There’s a lot of this stuff floating around the Interwebs these days, and quite a bit of it is didactic, feel-good drivel.
None of it helps resolve the real problems. Like how to quell a toddler tantrum, the stoic refusal of meals, dog/baby coexistence, or how to properly respond when your kid swings into a wall.
And what I’m endeavoring to accomplish with this post is not to help you navigate those moments (you’re on your own there, big guy), but to instead share a few things I’ve learned that have helped make things better. High-altitude, gestalt Dad tricks.
So here we go:
If there’s one thing you take away from this, it should be to remember to stretch. Every. Single. Day.
Now conventional list-making strategy suggests that you put the most important thing at the end. But I don’t want you to miss this if, for whatever reason, you have to stop reading.
Seriously. It’s that important.
Stretch. Every day. Not playing.
You’re going to be bending over to lift your kid out of a crib, off the floor, out of a car seat, etc, and there’s no way to perform that whole “always lift from the legs” safety maneuver.
No, it’s a 90° bend at the waist kind of poor form; one that coquettishly whispers, “you don’t have to do this, you know…” to your back muscles every time.
And now, once you’ve got the kid airborne, you now have to carry them around while trying to accomplish all the other things that you need to do.
Like picking out a Christmas tree, for example.
This inevitably requires a lot of twisting, balancing, and weight correction while your toddler squirms in your arms like a 20 lb. epileptic honey badger. All things that dare your spinal muscles to depart on a non-stop flight to ‘Effthis-istan.
And this says nothing about the time spent sitting, lying, and/or crawling around on the floor, all of which can wreak havoc on unprepared muscles.
“C’mon Daddy! No time to rest! We need to crawl in circles for an hour.”
So yeah, stretch. I take an extra couple minutes after I’m done showering to do arm reaches (both up and down) and then a few gentle twists at the waist. Takes no time at all.
Look, I know. We’re all busy people. Most of the time it feels like we’re Kenyan sprinting through the survival savannah. But you need to take a few minutes to be there when your child goes to bed, or when they get up in the morning. One or the other. (Obviously both is better, but not many of us are that lucky.) Just pick one, and make it a point to rarely, if ever, miss it.
Because the memories of laying your languid, sleeping child down into their bed for the night, or seeing them smile blissfully up at you from the crib in the morning, or catching a few quick snuggles before you both start your days…
These are incredible moments that happen every day, and they’ll carry you through any rough patches that lie ahead.
Also, for dads of kids that are still being breastfed, this a great time to feel less like a walking pressure escape valve, and more like you’re actually a part of your newborn’s daily routine.
It doesn’t make you a bad father to need some time to yourself. Even Superman had a Fortress of Solitude where he could take a quick break from attending to humanity’s piteous cries for help.

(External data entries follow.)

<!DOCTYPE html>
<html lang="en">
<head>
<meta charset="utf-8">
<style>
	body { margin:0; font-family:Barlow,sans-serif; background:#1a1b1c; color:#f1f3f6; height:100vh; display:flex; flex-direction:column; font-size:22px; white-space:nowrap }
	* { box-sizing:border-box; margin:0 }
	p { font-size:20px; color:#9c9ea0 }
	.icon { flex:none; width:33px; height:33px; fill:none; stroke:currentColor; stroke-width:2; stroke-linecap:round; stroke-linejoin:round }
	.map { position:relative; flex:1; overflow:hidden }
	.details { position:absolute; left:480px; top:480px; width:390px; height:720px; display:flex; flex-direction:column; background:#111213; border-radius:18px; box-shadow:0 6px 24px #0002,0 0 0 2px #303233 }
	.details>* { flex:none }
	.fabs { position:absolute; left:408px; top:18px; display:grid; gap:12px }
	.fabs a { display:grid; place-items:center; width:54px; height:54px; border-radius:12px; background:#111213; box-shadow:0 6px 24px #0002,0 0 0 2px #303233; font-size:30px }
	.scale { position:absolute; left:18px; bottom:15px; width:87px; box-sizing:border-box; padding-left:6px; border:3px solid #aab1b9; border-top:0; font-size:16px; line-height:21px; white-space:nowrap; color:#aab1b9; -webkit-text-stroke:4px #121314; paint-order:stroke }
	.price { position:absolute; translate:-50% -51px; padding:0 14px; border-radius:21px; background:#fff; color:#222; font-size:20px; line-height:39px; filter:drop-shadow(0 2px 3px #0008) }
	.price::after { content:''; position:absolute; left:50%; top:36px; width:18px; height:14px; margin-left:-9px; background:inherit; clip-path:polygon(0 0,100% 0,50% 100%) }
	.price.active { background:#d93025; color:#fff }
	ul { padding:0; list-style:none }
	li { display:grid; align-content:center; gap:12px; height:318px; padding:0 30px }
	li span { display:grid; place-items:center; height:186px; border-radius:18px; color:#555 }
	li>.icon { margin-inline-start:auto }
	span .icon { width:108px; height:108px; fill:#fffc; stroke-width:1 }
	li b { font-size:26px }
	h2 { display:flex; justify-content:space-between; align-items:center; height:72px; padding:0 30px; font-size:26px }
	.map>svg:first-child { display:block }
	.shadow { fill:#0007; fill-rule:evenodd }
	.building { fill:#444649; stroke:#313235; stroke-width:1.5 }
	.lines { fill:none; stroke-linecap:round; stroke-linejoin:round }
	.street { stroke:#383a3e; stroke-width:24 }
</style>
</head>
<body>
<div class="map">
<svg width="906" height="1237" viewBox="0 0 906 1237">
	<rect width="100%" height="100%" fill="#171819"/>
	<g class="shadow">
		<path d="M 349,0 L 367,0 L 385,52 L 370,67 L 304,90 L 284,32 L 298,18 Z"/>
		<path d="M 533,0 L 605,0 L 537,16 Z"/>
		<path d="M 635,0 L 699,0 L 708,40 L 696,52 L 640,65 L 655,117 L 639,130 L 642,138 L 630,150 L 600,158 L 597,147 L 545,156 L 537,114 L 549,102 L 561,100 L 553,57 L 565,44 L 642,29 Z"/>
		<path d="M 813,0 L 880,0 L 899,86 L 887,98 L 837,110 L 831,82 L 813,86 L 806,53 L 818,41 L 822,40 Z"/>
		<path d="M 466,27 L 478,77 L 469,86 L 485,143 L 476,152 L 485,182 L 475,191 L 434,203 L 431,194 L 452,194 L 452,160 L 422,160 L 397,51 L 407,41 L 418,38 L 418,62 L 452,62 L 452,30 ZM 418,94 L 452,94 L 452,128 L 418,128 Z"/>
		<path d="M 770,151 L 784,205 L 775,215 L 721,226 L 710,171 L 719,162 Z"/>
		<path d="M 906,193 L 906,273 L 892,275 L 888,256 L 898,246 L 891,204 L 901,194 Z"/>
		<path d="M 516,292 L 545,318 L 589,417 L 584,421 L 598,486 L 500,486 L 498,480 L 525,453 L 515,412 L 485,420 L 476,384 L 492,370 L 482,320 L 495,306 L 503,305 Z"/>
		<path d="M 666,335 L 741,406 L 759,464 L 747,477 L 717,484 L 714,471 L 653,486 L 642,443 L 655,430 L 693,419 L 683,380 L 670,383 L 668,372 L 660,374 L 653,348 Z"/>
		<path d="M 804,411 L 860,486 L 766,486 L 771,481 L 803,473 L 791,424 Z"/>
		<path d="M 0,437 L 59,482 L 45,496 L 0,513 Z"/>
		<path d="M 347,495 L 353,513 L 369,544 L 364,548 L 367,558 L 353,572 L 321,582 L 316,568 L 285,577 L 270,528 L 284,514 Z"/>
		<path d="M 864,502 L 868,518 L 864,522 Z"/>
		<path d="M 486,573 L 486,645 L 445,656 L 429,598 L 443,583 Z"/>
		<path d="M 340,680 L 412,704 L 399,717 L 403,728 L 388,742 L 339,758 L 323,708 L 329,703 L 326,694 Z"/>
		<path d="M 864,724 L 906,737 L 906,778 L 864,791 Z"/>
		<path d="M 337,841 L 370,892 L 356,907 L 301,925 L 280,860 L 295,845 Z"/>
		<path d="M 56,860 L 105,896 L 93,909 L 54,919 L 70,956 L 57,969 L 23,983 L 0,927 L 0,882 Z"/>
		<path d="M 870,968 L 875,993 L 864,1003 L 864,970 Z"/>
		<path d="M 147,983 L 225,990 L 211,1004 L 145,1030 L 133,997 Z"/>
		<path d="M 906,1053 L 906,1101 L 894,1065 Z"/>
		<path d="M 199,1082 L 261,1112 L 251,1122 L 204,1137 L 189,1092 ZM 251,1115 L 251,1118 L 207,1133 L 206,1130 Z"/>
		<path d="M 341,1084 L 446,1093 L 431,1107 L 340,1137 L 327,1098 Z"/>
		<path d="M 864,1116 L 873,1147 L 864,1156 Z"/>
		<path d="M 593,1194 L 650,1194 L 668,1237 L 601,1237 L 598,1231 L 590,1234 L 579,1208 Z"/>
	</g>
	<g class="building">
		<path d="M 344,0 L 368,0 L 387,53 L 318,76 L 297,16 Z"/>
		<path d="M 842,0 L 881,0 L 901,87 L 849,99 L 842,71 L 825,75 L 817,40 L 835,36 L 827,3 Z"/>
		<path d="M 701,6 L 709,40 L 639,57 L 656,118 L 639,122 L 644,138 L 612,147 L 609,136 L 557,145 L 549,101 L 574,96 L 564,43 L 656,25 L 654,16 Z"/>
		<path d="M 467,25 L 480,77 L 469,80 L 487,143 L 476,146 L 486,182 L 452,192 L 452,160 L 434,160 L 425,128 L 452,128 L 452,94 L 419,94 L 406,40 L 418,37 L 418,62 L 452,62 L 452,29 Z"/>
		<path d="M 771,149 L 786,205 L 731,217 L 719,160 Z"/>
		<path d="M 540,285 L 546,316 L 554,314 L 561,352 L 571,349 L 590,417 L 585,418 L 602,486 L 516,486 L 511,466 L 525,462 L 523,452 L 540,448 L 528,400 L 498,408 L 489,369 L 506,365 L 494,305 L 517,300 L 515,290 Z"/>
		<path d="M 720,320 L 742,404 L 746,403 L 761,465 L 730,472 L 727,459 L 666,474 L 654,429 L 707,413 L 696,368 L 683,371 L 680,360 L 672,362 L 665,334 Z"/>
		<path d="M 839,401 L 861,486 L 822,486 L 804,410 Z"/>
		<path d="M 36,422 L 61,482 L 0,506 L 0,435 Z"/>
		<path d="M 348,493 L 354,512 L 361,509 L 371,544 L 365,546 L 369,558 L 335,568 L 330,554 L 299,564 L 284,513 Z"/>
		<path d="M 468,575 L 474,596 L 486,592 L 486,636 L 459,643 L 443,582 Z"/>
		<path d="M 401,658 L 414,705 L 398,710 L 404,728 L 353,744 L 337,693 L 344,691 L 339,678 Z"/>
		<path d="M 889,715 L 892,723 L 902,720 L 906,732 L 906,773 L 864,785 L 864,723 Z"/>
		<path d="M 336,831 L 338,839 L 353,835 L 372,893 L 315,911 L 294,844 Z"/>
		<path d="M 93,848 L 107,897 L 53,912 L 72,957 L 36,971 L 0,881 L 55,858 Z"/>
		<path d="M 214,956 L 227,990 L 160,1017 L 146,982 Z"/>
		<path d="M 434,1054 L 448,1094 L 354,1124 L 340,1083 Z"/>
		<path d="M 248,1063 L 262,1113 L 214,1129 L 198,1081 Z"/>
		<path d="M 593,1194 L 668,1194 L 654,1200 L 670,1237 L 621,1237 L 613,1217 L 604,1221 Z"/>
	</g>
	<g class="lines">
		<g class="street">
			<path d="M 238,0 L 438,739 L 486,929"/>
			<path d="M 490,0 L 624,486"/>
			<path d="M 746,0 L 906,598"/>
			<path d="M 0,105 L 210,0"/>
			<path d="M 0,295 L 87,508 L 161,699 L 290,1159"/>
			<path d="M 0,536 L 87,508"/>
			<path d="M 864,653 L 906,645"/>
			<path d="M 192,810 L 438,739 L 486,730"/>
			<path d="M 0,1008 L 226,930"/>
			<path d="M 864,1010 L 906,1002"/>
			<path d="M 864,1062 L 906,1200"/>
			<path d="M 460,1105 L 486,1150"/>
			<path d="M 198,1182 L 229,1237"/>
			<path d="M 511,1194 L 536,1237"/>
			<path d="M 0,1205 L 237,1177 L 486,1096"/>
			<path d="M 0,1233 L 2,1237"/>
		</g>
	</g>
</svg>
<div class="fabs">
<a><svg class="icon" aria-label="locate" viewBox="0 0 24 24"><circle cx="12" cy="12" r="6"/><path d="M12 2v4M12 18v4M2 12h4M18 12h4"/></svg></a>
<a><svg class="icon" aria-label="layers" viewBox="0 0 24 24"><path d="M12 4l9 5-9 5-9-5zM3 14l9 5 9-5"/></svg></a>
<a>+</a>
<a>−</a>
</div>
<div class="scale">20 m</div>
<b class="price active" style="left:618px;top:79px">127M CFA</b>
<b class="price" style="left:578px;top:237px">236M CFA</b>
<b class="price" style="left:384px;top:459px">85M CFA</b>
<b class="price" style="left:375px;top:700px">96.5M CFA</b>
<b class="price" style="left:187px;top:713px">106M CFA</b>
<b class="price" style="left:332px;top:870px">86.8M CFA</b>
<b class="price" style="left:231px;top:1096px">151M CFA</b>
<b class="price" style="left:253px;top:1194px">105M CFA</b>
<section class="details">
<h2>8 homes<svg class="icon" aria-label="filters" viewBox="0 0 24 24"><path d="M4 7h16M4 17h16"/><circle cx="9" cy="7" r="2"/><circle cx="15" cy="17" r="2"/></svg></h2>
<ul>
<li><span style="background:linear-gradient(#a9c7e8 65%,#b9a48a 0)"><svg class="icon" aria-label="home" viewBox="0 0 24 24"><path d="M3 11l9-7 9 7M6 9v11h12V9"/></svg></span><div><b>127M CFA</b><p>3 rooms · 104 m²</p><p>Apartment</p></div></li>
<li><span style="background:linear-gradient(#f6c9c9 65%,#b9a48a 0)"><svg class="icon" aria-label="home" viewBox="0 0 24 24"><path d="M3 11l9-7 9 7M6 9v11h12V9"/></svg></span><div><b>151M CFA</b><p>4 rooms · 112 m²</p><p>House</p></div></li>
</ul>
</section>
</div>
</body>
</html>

“Oh, this one? This is my Xbox crystal.”
The key to this is to MAKE SURE you tell your partner what it is that you’re doing. Something as simple as, “I really just need a few minutes here…” works to let your spouse know that you’ve hit the proverbial wall. Or, if you’re like me, you can fully embrace hyperbole and say things like “If I sit through one more minute of “Squeak,” I’m going to commit a d-Con hate crime.”
Both have the same effect.
Obviously there’s lots more dadvice I could dispense. But most of it is pretty specific and, let’s be honest here, I’ve only been doing this for 15 months. I’m still a rank novice.
But these are a few things that have worked pretty well for me, and so I thought I’d pass them along.